وَآتُوا النِّسَاءَ صَدُقَاتِهِنَّ نِحْلَةً
“Berikanlah mahar kepada wanita-wanita yang kalian nikahi sebagai pemberian dengan penuh kerelaan.” (An-Nisa`: 4)
Pada ayat di atas, kata saduqat-lah yang digunakan untuk menunjukkan istilah mahar. Kata saduqat merupakan jamak dari kata sidaq dan merupakan satu rumpun dengan kata siddiq, sadaq dan sadaqah. Di dalamnya terkandung makna jujur, putih hati, bersih.
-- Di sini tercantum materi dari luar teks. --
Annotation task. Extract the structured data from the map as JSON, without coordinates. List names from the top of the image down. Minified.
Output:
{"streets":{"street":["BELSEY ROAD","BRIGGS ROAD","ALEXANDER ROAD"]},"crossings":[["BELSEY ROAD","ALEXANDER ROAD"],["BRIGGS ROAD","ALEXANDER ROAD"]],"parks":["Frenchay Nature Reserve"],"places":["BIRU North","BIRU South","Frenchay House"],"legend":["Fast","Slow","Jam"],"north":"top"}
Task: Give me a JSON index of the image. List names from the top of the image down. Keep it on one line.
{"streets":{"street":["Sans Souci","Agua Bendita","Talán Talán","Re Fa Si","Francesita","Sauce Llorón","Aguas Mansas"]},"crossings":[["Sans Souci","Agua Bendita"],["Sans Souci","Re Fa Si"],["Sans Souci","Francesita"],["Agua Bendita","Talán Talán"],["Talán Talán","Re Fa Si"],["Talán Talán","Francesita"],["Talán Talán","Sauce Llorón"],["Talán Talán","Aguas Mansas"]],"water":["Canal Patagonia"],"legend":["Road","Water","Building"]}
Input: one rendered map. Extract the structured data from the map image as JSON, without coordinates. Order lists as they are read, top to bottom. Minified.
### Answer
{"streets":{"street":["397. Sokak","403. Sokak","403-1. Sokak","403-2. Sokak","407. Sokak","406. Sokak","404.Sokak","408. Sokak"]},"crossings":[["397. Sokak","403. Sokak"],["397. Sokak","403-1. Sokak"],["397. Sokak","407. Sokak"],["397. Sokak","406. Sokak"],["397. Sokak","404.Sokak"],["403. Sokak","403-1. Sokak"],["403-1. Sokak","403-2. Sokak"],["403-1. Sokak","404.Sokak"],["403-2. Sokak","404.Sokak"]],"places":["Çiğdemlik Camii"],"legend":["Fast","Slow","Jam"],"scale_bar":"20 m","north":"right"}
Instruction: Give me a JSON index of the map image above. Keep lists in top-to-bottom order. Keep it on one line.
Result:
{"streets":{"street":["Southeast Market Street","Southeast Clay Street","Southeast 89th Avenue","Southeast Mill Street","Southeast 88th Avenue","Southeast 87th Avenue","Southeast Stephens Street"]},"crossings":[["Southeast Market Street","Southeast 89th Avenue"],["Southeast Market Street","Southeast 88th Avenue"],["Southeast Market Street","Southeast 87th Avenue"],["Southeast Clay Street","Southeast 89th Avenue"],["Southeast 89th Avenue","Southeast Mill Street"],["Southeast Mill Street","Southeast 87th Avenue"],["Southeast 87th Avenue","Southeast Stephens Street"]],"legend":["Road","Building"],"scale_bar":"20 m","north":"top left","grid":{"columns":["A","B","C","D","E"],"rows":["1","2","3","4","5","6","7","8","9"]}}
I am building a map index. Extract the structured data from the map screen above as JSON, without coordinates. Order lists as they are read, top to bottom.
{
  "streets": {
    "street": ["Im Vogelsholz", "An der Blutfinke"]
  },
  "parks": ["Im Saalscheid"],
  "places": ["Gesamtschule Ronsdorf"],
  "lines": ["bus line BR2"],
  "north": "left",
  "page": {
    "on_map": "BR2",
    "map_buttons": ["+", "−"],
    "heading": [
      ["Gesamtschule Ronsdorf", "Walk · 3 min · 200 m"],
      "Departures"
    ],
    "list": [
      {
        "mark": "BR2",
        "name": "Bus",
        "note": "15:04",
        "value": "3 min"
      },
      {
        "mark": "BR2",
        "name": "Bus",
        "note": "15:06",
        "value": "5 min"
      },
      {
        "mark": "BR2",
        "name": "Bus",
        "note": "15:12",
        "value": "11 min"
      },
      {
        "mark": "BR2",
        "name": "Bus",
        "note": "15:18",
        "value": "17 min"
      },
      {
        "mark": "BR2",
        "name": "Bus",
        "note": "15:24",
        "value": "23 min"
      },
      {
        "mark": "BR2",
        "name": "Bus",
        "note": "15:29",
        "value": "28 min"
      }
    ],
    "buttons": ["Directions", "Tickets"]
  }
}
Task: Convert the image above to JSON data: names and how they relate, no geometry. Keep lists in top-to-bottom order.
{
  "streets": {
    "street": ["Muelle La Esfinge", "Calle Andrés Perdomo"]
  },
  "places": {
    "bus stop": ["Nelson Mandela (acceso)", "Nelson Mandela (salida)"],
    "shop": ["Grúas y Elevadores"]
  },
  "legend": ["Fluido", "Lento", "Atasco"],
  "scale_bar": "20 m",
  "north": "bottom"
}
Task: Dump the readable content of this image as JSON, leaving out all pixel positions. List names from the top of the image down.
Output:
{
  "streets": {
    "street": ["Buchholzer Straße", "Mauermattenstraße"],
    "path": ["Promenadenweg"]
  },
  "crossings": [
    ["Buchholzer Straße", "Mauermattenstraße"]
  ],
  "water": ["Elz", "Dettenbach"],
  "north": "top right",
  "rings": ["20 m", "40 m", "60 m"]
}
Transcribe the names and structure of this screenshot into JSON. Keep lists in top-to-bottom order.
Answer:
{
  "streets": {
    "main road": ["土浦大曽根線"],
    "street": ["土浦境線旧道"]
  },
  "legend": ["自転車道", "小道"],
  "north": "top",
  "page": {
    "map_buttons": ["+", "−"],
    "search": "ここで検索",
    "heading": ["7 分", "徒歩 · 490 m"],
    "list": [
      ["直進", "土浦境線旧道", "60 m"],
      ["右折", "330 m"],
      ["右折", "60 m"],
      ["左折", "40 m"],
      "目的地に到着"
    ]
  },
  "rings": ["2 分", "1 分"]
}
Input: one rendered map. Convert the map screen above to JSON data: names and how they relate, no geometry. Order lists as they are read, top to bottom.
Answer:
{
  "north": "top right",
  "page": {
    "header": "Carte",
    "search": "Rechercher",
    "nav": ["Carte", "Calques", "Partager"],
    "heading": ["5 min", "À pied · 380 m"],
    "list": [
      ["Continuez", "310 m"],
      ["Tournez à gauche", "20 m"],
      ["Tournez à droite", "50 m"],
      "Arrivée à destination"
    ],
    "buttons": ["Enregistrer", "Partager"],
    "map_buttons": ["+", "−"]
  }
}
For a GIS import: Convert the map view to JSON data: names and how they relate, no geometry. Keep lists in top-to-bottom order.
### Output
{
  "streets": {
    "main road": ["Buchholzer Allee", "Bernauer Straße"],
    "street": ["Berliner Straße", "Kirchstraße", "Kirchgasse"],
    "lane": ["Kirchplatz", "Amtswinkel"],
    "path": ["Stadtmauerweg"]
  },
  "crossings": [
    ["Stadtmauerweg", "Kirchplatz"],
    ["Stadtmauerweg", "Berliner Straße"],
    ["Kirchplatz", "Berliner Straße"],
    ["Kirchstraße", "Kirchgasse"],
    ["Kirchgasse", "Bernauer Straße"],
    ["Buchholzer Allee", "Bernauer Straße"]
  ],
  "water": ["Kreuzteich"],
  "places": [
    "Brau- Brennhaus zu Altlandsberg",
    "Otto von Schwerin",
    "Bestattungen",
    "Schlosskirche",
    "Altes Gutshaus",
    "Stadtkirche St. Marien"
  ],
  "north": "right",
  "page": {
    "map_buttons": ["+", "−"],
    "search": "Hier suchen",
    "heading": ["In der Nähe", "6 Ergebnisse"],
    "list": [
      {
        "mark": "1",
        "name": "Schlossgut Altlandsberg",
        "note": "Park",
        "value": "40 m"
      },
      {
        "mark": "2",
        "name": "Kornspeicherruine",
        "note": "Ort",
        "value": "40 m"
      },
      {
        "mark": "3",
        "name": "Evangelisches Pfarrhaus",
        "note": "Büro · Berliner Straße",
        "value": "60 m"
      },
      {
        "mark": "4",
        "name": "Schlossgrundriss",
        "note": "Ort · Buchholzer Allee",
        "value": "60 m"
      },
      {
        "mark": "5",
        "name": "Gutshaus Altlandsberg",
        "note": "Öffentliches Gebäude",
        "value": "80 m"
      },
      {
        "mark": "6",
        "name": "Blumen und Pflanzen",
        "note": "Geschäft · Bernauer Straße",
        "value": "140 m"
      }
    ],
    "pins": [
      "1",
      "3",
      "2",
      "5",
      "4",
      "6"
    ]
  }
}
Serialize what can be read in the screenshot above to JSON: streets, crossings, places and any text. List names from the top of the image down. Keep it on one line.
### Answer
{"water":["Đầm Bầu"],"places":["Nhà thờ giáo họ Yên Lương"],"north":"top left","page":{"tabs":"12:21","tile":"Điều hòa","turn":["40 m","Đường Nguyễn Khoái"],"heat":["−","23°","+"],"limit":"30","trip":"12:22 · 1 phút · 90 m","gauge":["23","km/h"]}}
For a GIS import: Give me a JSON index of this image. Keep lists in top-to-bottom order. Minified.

Dengan demikian arti saduqat dalam konteks ayat tersebut adalah harta yang diberikan dengan hati yang bersih dan suci kepada calon istri yang dinikahi sebagai amal saleh.
Hal tersebut adalah sebagai wujud kasih sayang dan ketulusan suami kepada istrinya dalam pernikahan yang memang pantas dan layak di antara kedua suami istri, sehingga jika istri rela untuk tidak dibayarkan, maka hal ini dibolehkan dengan syarat tidak ada unsur keterpaksaan. Inilah makna ketulusan dari kata-kata mahar.
Pemaknaan mahar sebagai sesuatu yang diberikan sebagai lambang dari kesungguhan, kejujuran dan ketulusan hati si pria terhadap calon istrinya, akan semakin terlihat ketika membaca sambungan QS. al-Nisa' [4]: 4, yaitu:
"... Kemudian jika mereka memberikan kepada kamu sebagian dari maskawin itu dengan senang hati, maka makanlah (ambillah) pemberian itu (sebagai makanan) yang sedap lagi baik akibatnya"
Pada ayat di atas, para suami diperintahkan untuk memberikan mahar terhadap istri-istri mereka (dengan ikhlas) lalu diikuti dengan pernyataan bolehnya suami untuk menerima pemberian mahar yang telah diberikan sebagai hibah sang isteri terhadap suami. Keadaan itu menunjukkan bahwa para suami masih tetap diwajibkan dan diharuskan untuk memberikan mahar terhadap istrinya sekalipun telah direlakan oleh istrinya untuk tidak memberikannya. Dengan kata lain, walaupun istri dibolehkan untuk memberikan dan merelakan maharnya (yang sudah menjadi hak mutlak istri) karena kasih sayang yang telah terjalin antara suami dan istri, namun bukan berarti si istri boleh merubah ketentuan agama dengan menyebutkan pada awal akad nikah boleh untuk tidak dibayar, karena mahar merupakan salah satu rukun dari akad pernikahan. Maksud hukum tersebut adalah serahkan dulu mahar kepada si istri, baru kemudian istri menerimakan kembali mahar tersebut kepada suami. Artinya, karena mahar adalah sebagai lambang kesungguhan, kejujuran dan ketulusan hati si pria untuk menikahi calon istrinya, maka ketika si istri sudah bisa melihat kesungguhan tersebut dari sang suami, si istri bisa saja merelakan mahar yang sudah diberikan itu untuk digunakan bagi kepentingan keluarga.
Rasulullah menjelaskan bahwa mahar tersebut perlu, dan termasuk pada salah satu rukun atau bagian yang tidak dapat dipisahkan dari suatu pernikahan, walaupun mahar tersebut hanya berbentuk sebentuk cincin besi. Apa yang menjadi permasalahannya di sini adalah pemaknaan mahar itu sendiri. Mahar adalah sebagai simbol dari kejujuran dan ketulusan. Siddiq atau sidaq yang disimbolkan dengan mahar (sejumlah benda atau uang) adalah modal rumah tangga yang mulia yang didirikan di atas dasar kejujuran.